Il teologo Luigi Lorenzetti, su Famiglia Cristiana (27 febbraio) precisa: « «L’accanimento terapeutico indica trattamenti sanitari che, nella situazione concreta e in base all’attuale scienza medica, risultano inutili per la guarigione o per il miglioramento del malato; sono anche sproporzionati tra quello che si può fare tecnicamente e il risultato che si prevede di ottenere»

L’eutanasia, invece, «indica il procurare la morte, su richiesta del soggetto allo scopo di porre termine a un’esistenza che è (o si ritiene) irreversibilmente se­gnata dalla sofferenza. Si pratica con un’azione (ad esempio, iniezione letale) o con l’omissione delle cure ordinarie; o anche con l’aumentare appositamente le dosi antidolorifiche allo scopo di affrettare la morte».

IL CONFINE “OSCURO”

Accanimento terapeutico ed eutanasia «sono distinti e il confine che li separa è chiaro. Il confine si oscura quando si tende a far passare per accanimento quelle che sono cura e assistenza ordinarie. Può verificarsi che, nella situazione concreta, ci siano dubbi sull’utilità e proporzionalità di certi interventi medici e chirurgici (ad esempio, un trattamento di chemioterapia). L’alleanza medico-paziente è l’ideale per una decisione più giusta a favore del paziente».

Al contrario, «non ci sono dubbi su quali sono i trattamenti ordinari (proporzionati), così che non intraprenderli o sospenderli significa procurare la morte, vale a dire entrare nell’area dell’eutanasia».

TRATTAMENTI ORDINARI

La questione nuova riguarda l’idratazione e l’alimentazione artificiali: sono trattamenti ordinari e, quindi, in linea di principio obbligatori o, viceversa, straordinari e, quindi, da rifiutare?

«Ci so­no seri argomenti – ragiona il teologo – per concludere che sono trattamenti ordinari (utili e proporzionati). Non richiedono, infatti, l’impiego di sofisticati strumenti tecnologici; sono accessibili a strutture ospedaliere povere; sono praticabili anche a livello familiare. Anzi, non sono nemmeno atti medici («il nutrire si differenzia dal curare»), ma trattamenti di sostegno vitale e, in quanto tali, costituiscono il minimo che si possa prestare a chi non è in grado di nutrirsi autonomamente».

“NIENTE STRUMENTALIZZAZIONI”

«Rispettoso silenzio», ma no a «strumentalizzazioni ideologiche». Questo l’atteggiamento di Alberto Gambino, giurista e presidente dell’associazione “Scienza & Vita”, di fronte alla notizia della morte in Svizzera di dj Fabio. «Compassione e rispetto assoluti per una vicenda dolorosissima», ribadisce Gambino, ma anche un fermo no alla «strumentalizzazione ideologica del caso fatta dai radicali per tentare di accelerare l’approvazione del ddl sul fine vita pendente alla Camera» (Agensir, 27 febbraio).

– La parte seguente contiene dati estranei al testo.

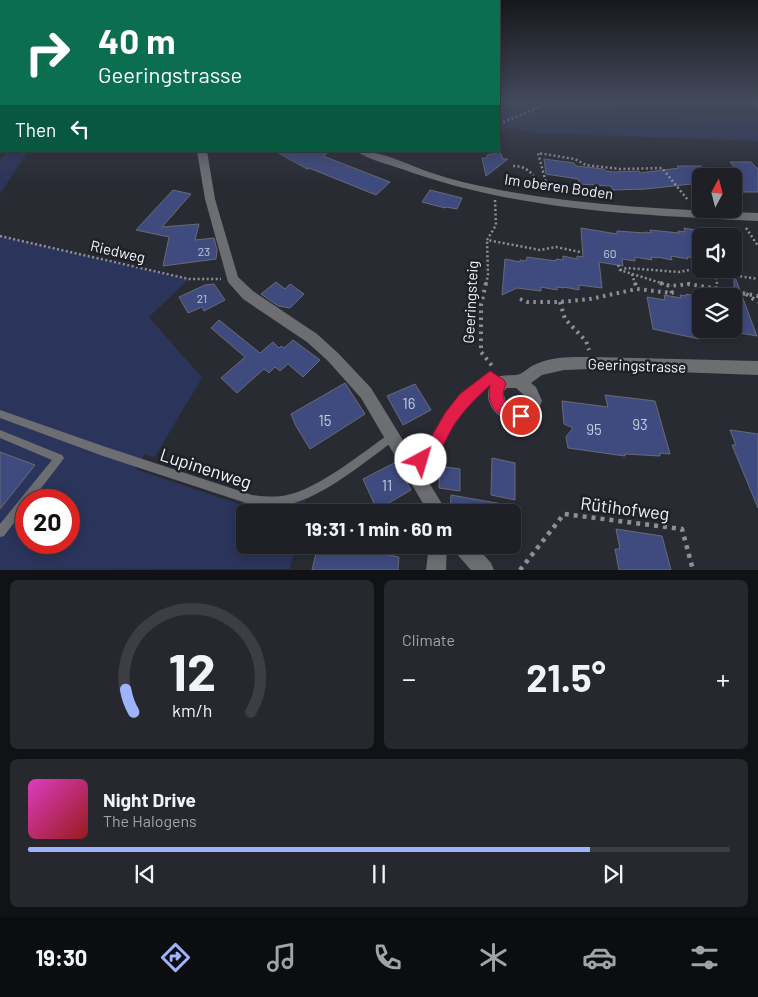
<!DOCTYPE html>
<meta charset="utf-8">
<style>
body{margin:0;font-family:Barlow,sans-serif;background:#27282e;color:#f1f3f6;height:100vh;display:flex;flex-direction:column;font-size:19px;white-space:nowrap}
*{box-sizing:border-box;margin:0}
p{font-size:16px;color:#a1a3a7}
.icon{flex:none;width:28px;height:28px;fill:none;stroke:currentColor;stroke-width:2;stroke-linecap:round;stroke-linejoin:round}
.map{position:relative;height:570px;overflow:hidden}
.panel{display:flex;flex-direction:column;gap:10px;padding:10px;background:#111215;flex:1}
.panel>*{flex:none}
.banner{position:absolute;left:0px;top:0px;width:500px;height:152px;box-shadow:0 2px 12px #0003,0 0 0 1px #3c3e43;background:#0b6e4f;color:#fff;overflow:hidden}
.needle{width:32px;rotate:7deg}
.tools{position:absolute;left:692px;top:168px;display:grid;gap:10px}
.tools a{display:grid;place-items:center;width:50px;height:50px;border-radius:8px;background:#1f2026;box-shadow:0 2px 12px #0003,0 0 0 1px #3c3e43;font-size:25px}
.speed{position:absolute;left:15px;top:489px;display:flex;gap:10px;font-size:25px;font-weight:700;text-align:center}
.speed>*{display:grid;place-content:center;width:65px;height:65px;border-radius:50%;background:#1f2026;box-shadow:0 2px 12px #0003,0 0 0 1px #3c3e43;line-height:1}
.speed .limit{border:8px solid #d22;background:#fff;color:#111}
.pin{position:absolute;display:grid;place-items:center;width:42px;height:42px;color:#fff;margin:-21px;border:2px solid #fff;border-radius:50%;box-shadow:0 1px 5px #0007}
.me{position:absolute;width:55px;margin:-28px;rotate:39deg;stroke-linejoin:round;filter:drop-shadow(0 0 4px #0008)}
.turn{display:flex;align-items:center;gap:18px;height:105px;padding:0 15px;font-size:22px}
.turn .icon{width:65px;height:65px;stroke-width:2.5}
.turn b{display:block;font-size:35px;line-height:42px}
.then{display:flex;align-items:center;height:48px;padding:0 15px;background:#0003;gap:10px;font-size:19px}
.big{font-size:38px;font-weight:700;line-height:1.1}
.panel .tile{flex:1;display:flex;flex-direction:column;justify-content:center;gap:8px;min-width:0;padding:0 18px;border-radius:8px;background:#27282e}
.panel .dial{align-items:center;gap:0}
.dial svg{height:130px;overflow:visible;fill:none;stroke:#3c3e43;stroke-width:7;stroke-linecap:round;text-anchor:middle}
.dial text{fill:#f1f3f6;stroke:none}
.song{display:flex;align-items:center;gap:15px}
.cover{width:60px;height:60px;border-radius:8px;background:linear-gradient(135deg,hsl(310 70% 55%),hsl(0 70% 35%))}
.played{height:5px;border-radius:2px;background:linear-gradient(90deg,#9fb3fd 80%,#3c3e43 80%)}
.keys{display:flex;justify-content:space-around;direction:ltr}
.heat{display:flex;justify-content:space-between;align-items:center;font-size:28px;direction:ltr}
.panel .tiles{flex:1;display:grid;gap:10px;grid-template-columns:1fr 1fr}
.tile:last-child{grid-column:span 2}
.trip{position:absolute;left:236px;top:504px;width:285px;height:50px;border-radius:8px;background:#1f2026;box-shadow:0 2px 12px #0003,0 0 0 1px #3c3e43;font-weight:700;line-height:50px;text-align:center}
.menu{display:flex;height:80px;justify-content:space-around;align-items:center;background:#0c0d0f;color:#a1a3a7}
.menu .icon{width:35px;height:35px}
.menu .selected{color:#9fb3fd}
.menu b{font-size:22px;color:#f1f3f6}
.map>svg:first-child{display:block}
.green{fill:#2b345a;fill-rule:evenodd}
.building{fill:#3f4b7f;stroke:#686b74}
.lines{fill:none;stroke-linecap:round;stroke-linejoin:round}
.path-far2{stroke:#8e9096;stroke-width:2.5;stroke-dasharray:2 2.5;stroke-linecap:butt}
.path-far1{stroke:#8e9096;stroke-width:4;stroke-dasharray:2.5 4.5;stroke-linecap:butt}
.path{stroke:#8e9096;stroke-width:4.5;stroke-dasharray:4 5;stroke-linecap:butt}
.service{fill:#6c6e72;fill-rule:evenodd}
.minor{fill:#6c6e72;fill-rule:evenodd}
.route{fill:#e11d48;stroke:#92132f}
.labels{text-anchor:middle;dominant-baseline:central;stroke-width:5;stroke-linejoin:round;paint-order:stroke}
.number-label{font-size:12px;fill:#c5cada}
.street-label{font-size:15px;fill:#f2f4f9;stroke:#1f2129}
.near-number-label{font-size:15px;fill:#c5cada}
.near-street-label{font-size:18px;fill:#f2f4f9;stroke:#1f2129}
</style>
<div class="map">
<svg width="758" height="570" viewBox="0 0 758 570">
<rect width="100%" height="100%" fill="#292b33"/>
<g class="green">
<polygon points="499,101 623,101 611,110 758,114 758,141 536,133 514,128 499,130"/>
<polygon points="7,151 28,151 0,194 0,161"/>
<path d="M 0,236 L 189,279 L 149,317 L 202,378 L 154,458 L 145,454 L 135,469 L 242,505 L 279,509 L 306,500 L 303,512 L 245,512 L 245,545 L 296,545 L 290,569 L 0,570 ZM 26,500 L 69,500 L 69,542 L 26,542 Z"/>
</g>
<g class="building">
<polygon points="275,151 330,151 323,156 390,182 376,195 309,168 307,169"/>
<polygon points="500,152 503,159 508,159 486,176 482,158 487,158 487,155"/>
<polygon points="544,159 574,163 576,166 604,169 606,171 614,172 639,171 640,173 679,168 677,166 701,166 701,197 692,184 646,189 613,190 611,186 580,184 578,179 546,174"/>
<polygon points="730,162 751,162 758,169 758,192 734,192 734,167"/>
<polygon points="173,190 191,194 162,227 199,224 195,240 214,238 217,250 216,259 163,266 169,237 136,230"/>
<polygon points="430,190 462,198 457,209 446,207 445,208 422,202"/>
<polygon points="581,228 617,234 617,231 645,233 645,232 651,233 650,230 679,233 678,231 685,232 684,228 701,231 701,258 687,257 688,259 671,256 672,260 657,257 657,258 651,257 652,260 635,257 635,261 622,259 623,266 599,262 602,288 579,285 579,290 564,287 564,288 557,287 557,290 541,287 541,291 517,288 502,295 505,259 520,262 520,260 526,261 527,257 556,261 556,259 563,260 563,256 577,259 577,256 583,257"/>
<polygon points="734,277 735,277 757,336 734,332"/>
<polygon points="276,282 285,289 290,284 304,294 290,308 278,306 261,294"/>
<polygon points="214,284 225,300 204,311 202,307 188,313 179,297 205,285"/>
<polygon points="686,294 701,297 701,331 697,330 699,339 653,329 647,297 665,300 664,295 681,298 680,295 686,296"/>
<polygon points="219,320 260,353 273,342 279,348 281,346 284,348 293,340 320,360 303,377 288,364 280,371 275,367 269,373 264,369 237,393 221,378 245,357 211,328"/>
<polygon points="345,383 365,414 310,449 296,426 291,414"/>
<polygon points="415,384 431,410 403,425 387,396"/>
<polygon points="605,395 655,401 670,454 660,453 660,456 625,454 625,456 568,448 566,437 573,428 564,424 562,401 608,407"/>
<polygon points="730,430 758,434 758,508 732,445 736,445"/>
<polygon points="0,452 35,465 0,509"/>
<polygon points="492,458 515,463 515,500 491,495"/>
<polygon points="396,462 411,490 377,510 363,479"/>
<polygon points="440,466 460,469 460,491 439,488"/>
<polygon points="451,495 514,506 513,512 450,511"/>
<polygon points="616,529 662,536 671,570 619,570 615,549 620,549"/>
<polygon points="318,545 341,545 399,557 398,570 312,570"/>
</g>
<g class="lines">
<g class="path-far2">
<polyline points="499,124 554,101"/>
<polyline points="413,151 415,151"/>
<path d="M 513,166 C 528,166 535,175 540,189"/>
<polyline points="548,190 538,153 575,159 586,165 620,169 662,168 688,200"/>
<polyline points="495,200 496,225 487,240 540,250 556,247 580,252"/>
<polyline points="746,228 758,246"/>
<polyline points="0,236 189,279 221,279"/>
<polyline points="618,265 620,270 664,284"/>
<polyline points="620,270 627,268 679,272 694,269 758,279"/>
<polyline points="716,273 717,284"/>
<polyline points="632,274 635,284"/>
<polyline points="486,284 488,275 487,240"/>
<polyline points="687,284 690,284"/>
</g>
<g class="path-far1">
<polyline points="486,283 481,305 481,352 493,367"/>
<polyline points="635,283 637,289"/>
<polyline points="660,283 670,286 689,284 758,296"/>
<polyline points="716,289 717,283"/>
<polyline points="746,294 758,302"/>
<polyline points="520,299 527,302 560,302 590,299 637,289 672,293 670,286"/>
<polyline points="560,302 565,319 586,341 589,350"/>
</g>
<polyline class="path" points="520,570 564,514 682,529 693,570"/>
<g class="service">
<polygon points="490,373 502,381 503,384 502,387 499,388 490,382 468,402 453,421 434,454 415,472 412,474 409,472 407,469 409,466 428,448 447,415 462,396 487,374"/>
<path d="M 0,410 L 103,446 L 252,495 C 263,496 275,498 287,495 C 318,489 362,453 389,434 L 392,433 L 395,434 L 396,437 L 395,440 C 366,461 322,498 287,505 C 275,507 263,506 252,505 L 103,456 L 0,418 Z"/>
<polygon points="0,430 62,455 64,458 62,461 32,500 26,500 26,507 4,536 0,537 0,524 52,460 0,438"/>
</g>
<g class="minor">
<polygon points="746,101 758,102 758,107"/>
<polygon points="197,151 207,151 215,199 238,277 253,291 317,334 338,353 371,388 447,512 428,512 361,398 328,361 307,342 243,299 228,282 205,199"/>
<path d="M 357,151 C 383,151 408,165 432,173 C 453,180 474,185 495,189 C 582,206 669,209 758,213 L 758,221 C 638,215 517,211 402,169 C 388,164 368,160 357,151 Z"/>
<path d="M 593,357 L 758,361 L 758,375 L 593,369 L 564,370 L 542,375 L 531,383 L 536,387 L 542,401 C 527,444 473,411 492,382 C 498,372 511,377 520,374 C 526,371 530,366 536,364 C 553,356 575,357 593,357 ZM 507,388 L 516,388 L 525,396 L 525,403 L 516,407 L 506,402 L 503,392 Z"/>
<polygon points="429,545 447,545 446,570 426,570"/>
<polygon points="453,545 475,545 491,563 494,570 471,570 455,552"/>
</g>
</g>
<linearGradient id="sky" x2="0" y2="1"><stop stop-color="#17181c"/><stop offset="0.56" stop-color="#434a5b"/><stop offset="1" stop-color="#434a5b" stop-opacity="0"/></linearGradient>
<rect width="758" height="181" fill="url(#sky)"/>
<path class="route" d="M 490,371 L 504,380 L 506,384 C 497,405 511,405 526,411 L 528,416 L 526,420 L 521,422 C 499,416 486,410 490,385 C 477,397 466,408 456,422 C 445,438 440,460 421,468 L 416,466 L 414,460 L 416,455 L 426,446 L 445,413 L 460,394 Z"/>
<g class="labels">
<g class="number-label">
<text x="204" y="251">23</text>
<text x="610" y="253">60</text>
<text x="202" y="298">21</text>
</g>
<g class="street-label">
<text transform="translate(559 186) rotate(8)">Im oberen Boden</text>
<text transform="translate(118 251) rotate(13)">Riedweg</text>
<text transform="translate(470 302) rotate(-87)">Geeringsteig</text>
<text transform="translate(637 365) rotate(2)">Geeringstrasse</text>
</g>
<g class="near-number-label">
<text x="409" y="403">16</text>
<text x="325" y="420">15</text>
<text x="640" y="424">93</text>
<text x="594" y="429">95</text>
<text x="387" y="485">11</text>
</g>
<g class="near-street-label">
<text transform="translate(206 468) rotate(18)">Lupinenweg</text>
<text transform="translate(625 508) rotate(7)">Rütihofweg</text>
</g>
</g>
</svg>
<div class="tools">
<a><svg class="needle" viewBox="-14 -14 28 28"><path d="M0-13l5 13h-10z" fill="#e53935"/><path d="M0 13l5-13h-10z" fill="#a1a3a7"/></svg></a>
<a><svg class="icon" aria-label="sound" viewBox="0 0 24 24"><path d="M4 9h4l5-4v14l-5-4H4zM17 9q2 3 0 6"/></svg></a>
<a><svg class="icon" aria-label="layers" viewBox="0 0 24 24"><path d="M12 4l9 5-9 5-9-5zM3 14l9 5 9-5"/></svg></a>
</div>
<div class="speed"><div class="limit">20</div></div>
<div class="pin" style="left:521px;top:416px;background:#d93025"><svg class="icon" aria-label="arrive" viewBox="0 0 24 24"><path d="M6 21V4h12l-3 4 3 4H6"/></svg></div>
<svg class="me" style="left:421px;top:460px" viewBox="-20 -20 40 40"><circle r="19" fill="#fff"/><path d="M0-13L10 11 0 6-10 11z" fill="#e11d48"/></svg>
<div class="trip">19:31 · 1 min · 60 m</div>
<div class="banner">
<div class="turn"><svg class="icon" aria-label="right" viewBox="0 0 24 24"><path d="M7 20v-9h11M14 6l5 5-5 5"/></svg><div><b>40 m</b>Geeringstrasse</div></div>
<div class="then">Then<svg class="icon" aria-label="left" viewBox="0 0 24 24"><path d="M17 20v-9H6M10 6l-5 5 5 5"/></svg></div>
</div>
</div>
<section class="panel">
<div class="tiles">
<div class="tile dial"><svg viewBox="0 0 100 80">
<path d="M14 69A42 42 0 1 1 86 69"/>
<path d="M14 69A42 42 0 0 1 9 55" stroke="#9fb3fd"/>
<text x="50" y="56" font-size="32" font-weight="700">12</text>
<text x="50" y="72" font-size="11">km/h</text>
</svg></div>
<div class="tile"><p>Climate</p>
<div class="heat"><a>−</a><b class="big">21.5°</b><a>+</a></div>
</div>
<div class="tile">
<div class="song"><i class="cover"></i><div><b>Night Drive</b><p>The Halogens</p></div></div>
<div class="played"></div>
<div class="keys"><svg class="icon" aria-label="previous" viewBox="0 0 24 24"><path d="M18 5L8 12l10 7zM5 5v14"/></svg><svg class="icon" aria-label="pause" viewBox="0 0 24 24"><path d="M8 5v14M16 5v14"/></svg><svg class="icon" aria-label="next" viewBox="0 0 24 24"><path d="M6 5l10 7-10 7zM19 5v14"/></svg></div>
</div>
</div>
</section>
<nav class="menu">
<b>19:30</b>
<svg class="icon selected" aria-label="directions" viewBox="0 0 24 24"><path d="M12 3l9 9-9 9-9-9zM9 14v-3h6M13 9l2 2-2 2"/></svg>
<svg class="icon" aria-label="music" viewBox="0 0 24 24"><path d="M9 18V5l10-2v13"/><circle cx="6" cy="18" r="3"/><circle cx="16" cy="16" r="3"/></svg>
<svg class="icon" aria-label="phone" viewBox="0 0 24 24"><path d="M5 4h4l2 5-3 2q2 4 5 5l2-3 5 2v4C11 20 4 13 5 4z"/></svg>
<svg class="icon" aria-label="climate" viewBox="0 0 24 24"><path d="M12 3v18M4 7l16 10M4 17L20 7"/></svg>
<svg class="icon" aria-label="car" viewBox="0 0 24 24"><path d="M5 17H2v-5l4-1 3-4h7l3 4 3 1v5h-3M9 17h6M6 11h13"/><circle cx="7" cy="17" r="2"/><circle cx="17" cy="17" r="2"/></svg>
<svg class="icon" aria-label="filters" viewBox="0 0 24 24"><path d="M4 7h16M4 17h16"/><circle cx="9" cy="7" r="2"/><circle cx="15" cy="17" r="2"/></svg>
</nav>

“SOSPENSIONE NON ACCETTABILE”

Pur non aprendo in alcun modo al suicidio assistito, l’attuale testo presenta tuttavia diversi profili problematici, prosegue Gambino. Tra questi la possibilità di interrompere l’alimentazione e l’idratazione artificiali che, chiarisce, «non costituiscono atti terapeutici, bensì presidi vitali. Se una persona non può sostenersi autonomamente, la loro sospensione non è accettabile e si configura a tutti gli effetti come una forma di eutanasia passiva, anche se – ribadisce – non sarebbe stato questo il caso di dj Fabio».